Epimeteo, más asustado que nunca, pensó que no podía permitirse el lujo
de enfadar a Zeus y le hizo saber que estaría encantado de recibir a Pandora a su
lado, tomándola como su esposa, para que se cumpliera plenamente la voluntad
expresa de Zeus. Así se hizo, Epimeteo casó con la indescriptiblemente bella y
totalmente inútil mujer, dejó que ella abriese su maldita caja, en la que se habían
encerrado todos los males conocidos, y, como ya sabemos, los males se
extendieron inmediatamente por todo el planeta, llevando a la humanidad al
borde de la desesperación, casi al suicidio. Afortunadamente, la Esperanza, que
se había quedado en el fondo de la caja de Pandora, pidió a los humanos que
recapacitaran y mantuvieran viva su fe en un futuro mejor.
FINALMENTE, HERCULES
Prometeo había ganado la inmortalidad en el canje de su vida mortal por la
inmortalidad del centauro Quirón, que sólo deseaba poner fin al insufrible dolor
ocasionado por el veneno de las flechas de Hércules, con las que sin querer se
había herido. Ahora, anclado con cadenas a su tormento eterno, debía estar
añorando la muerte, como lo había hecho Quirón con él, pero no existía
posibilidad visible de obtener esa gracia, menos aún estando en medio Zeus, el
origen de toda su desgracia. Desde luego, lo que no podía imaginar era que las
flechas de Hércules, causa involuntaria de su inmortalidad, iban a poner fin a su
infortunio. Ocurrió de la siguiente manera: Hércules, que pasaba por el Cáucaso,
vio el siniestro espectáculo del ave devoradora, tomó arco y flecha, apuntó
cuidadosamente y, ¡zas!, el maldito pájaro se desplomó al abismo, herido de
muerte por el certero disparo del héroe. Cuando Prometeo miró en la dirección
en la que había volado la flecha salvadora, vio a Hércules avanzando hacia él,
como una visión de ensueño. Pero era cierto, Hércules subía por los riscos y se
acercó a él, rompió las cadenas y le dejó en libertad. Zeus supo al instante lo
ocurrido, pero Hércules era su hijo y nada podía hacer en contra de su acción,
así que se limitó a tratar de salvar su amor propio con una última nimiedad.

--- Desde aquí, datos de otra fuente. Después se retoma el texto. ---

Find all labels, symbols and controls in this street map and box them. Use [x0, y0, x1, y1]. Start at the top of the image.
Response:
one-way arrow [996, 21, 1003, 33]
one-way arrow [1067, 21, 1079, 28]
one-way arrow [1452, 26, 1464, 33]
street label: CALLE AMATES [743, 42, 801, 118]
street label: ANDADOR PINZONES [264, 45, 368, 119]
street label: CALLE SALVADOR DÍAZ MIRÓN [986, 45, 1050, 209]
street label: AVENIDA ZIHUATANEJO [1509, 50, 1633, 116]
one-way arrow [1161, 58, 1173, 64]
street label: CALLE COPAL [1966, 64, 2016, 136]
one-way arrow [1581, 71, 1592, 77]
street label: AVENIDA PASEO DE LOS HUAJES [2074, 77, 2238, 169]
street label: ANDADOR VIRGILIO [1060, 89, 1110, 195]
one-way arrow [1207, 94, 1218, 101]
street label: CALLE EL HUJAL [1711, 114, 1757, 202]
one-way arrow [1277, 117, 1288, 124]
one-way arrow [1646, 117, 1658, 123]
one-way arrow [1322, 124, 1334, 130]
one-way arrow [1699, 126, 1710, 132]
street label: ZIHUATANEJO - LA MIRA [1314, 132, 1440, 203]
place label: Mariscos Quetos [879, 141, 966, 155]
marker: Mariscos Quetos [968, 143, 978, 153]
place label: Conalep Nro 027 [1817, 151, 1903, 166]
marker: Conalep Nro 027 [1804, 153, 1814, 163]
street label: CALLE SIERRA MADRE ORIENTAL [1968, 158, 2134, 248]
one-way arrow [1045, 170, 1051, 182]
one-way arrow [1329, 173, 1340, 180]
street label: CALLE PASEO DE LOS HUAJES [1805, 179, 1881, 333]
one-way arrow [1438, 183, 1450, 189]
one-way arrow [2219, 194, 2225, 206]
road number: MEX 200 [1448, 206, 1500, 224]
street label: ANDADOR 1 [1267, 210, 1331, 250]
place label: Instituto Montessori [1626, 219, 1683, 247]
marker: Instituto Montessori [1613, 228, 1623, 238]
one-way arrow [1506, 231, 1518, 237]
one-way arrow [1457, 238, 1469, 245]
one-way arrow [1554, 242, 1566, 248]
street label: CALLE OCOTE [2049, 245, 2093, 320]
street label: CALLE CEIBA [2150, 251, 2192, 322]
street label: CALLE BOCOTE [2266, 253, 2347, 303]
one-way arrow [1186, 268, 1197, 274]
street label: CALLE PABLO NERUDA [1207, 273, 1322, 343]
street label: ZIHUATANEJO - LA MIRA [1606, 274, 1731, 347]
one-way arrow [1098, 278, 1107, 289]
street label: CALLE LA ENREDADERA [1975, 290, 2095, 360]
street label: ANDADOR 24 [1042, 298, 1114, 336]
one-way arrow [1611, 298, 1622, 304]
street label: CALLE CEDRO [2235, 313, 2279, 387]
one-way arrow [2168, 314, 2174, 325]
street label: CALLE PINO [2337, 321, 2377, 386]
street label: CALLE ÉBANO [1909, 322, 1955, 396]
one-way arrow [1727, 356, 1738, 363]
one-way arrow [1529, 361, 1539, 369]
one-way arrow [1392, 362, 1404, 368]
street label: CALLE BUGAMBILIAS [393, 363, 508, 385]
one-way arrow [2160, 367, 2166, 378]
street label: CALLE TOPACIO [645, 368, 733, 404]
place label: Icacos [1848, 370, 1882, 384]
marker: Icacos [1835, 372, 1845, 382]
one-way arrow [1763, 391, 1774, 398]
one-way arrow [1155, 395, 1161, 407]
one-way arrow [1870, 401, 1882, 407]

Como había condenado a Prometeo a estar sujeto por el hierro de las cadenas,
hizo prometer al Titán que éste llevaría una sortija, cuando menos, hecha de ese
hierro, para que nadie pudiera poner en duda que el reo había roto la condena
por su voluntad. Prometeo, más que feliz, cumplió lo pactado y rápidamente se
hizo una sortija con el hierro de uno de los inútiles eslabones; ahora ya no le
preocupaba en absoluto quedar metafóricamente aherrojado hasta el fin de la
eternidad con el material de la cadena.
PROMETEO, AGRADECIDO A HERCULES
Como era de esperar, el gesto de Hércules no pasó sin su merecida
recompensa, máxime cuando de todos es sabida la generosidad de Prometeo y su
afán por atender a todas las causas nobles, y más aún cuando su liberación no
sólo fue un acto de valor, al enfrentarse el bravo con tan terrorífica ave de presa,
sino una rebelión abierta hacia el Zeus condenador. Por tanto, y siendo como era
un ser capaz de conocer los secretos del Universo, reveló a Hércules la forma
única de acercarse a su próximo objetivo y el undécimo de sus trabajos, el
mítico jardín de las tres Hespérides, Aiglé, Eriteia y Hesperatusa, en un lugar
paradisíaco situado hacia el Poniente, no se sabe bien si cerca de Italia o más
allá de las columnas también atribuidas al héroe Hércules. Estuviese donde
estuviera, había en el jardín en el que vivían estas divinidades unas manzanas
que él debía aportar como prueba de su capacidad, pero tenía Hércules que
burlar la vigilancia de las Atlántidas, llamadas así también por ser hijas de Atlas
el Titán y Hésperis, y ellas cuidaban muy atentamente que nadie desconocido
pudiera acercarse al huerto y, menos aún, tocar o tomar una sola de las
manzanas, puesto que las jóvenes debían rendir cuenta de los árboles y sus
frutos a su propietaria, Hera, que nunca fue una diosa con la que se pudiera
eludir responsabilidades. Los árboles, ya lo hemos comentado, daban frutas de
oro y eran tan valiosos que su tutela se complementaba con la continua
presencia de un monstruoso dragón de cien cabezas, Ladón, un peculiar hijo de
Tifón y Echidna. Para no extendemos en el terreno mitológico que ahora no nos
compete, digamos tan sólo que Prometeo le dijo a su salvador que la solución
estribaba en reclamar la ayuda de su hermano Atlas, condenado a sostener el
Universo sobre sus espaldas, y que Hércules siguió su prudente consejo.